● **Available data**:
[Start of Attachment]

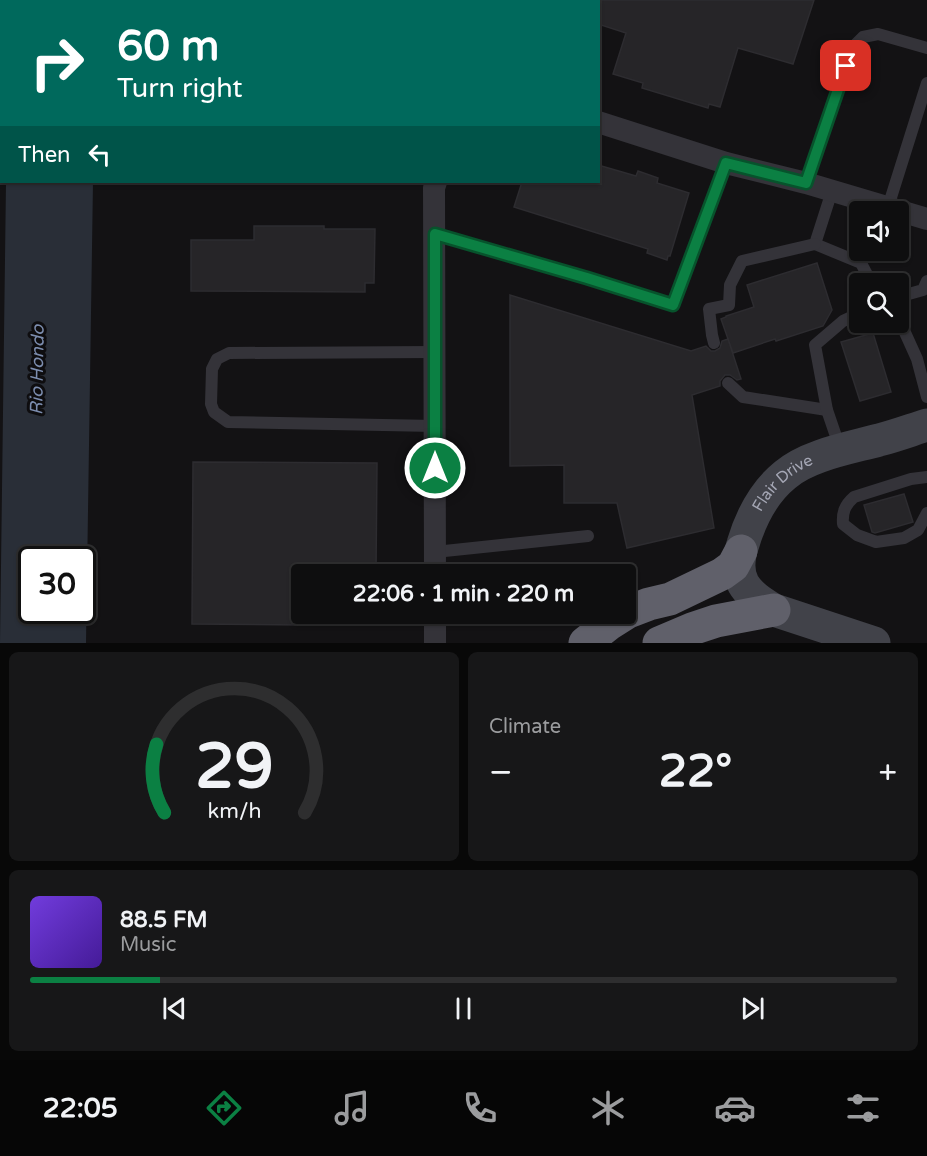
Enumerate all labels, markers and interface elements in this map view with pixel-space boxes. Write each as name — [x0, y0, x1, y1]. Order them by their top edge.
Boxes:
text: 60 m — [117, 21, 219, 72]
icon: right — [18, 24, 96, 102]
pin — [820, 40, 871, 91]
icon: arrive — [829, 49, 862, 82]
text: Turn right — [117, 72, 243, 105]
icon: left — [83, 138, 116, 171]
text: Then — [18, 142, 71, 168]
map controls — [849, 201, 909, 333]
button: sound — [849, 201, 909, 261]
button: search — [849, 273, 909, 333]
water label: Rio Hondo — [25, 324, 49, 415]
position arrow — [403, 436, 467, 500]
street label: Flair Drive — [748, 450, 816, 515]
speed limit sign: 30 — [18, 546, 96, 624]
text: 22:06 · 1 min · 220 m — [353, 581, 574, 607]
text: Climate — [489, 715, 561, 739]
text: 29 — [195, 730, 273, 805]
text: 22° — [659, 745, 732, 799]
text: − — [489, 753, 513, 792]
text: + — [878, 753, 897, 792]
text: km/h — [207, 799, 261, 825]
text: 88.5 FM — [120, 907, 208, 933]
text: Music — [120, 933, 176, 957]
icon: previous — [158, 992, 191, 1025]
icon: pause — [447, 992, 480, 1025]
icon: next — [736, 992, 769, 1025]
icon: directions — [203, 1087, 245, 1129]
icon: music — [331, 1087, 373, 1129]
icon: phone — [459, 1087, 501, 1129]
icon: climate — [587, 1087, 629, 1129]
icon: car — [714, 1087, 756, 1129]
icon: filters — [842, 1087, 884, 1129]
text: 22:05 — [43, 1092, 118, 1125]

[End of Attachment]

● **Work task**: Write out each entry exactly, images excluded.

● **Task result**:
Enumerate all labels, markers and interface elements in this map view with pixel-space boxes. Write each as name — [x0, y0, x1, y1]. Order them by their top edge.
Boxes:
text: 60 m — [117, 21, 219, 72]
icon: right — [18, 24, 96, 102]
pin — [820, 40, 871, 91]
icon: arrive — [829, 49, 862, 82]
text: Turn right — [117, 72, 243, 105]
icon: left — [83, 138, 116, 171]
text: Then — [18, 142, 71, 168]
map controls — [849, 201, 909, 333]
button: sound — [849, 201, 909, 261]
button: search — [849, 273, 909, 333]
water label: Rio Hondo — [25, 324, 49, 415]
position arrow — [403, 436, 467, 500]
street label: Flair Drive — [748, 450, 816, 515]
speed limit sign: 30 — [18, 546, 96, 624]
text: 22:06 · 1 min · 220 m — [353, 581, 574, 607]
text: Climate — [489, 715, 561, 739]
text: 29 — [195, 730, 273, 805]
text: 22° — [659, 745, 732, 799]
text: − — [489, 753, 513, 792]
text: + — [878, 753, 897, 792]
text: km/h — [207, 799, 261, 825]
text: 88.5 FM — [120, 907, 208, 933]
text: Music — [120, 933, 176, 957]
icon: previous — [158, 992, 191, 1025]
icon: pause — [447, 992, 480, 1025]
icon: next — [736, 992, 769, 1025]
icon: directions — [203, 1087, 245, 1129]
icon: music — [331, 1087, 373, 1129]
icon: phone — [459, 1087, 501, 1129]
icon: climate — [587, 1087, 629, 1129]
icon: car — [714, 1087, 756, 1129]
icon: filters — [842, 1087, 884, 1129]
text: 22:05 — [43, 1092, 118, 1125]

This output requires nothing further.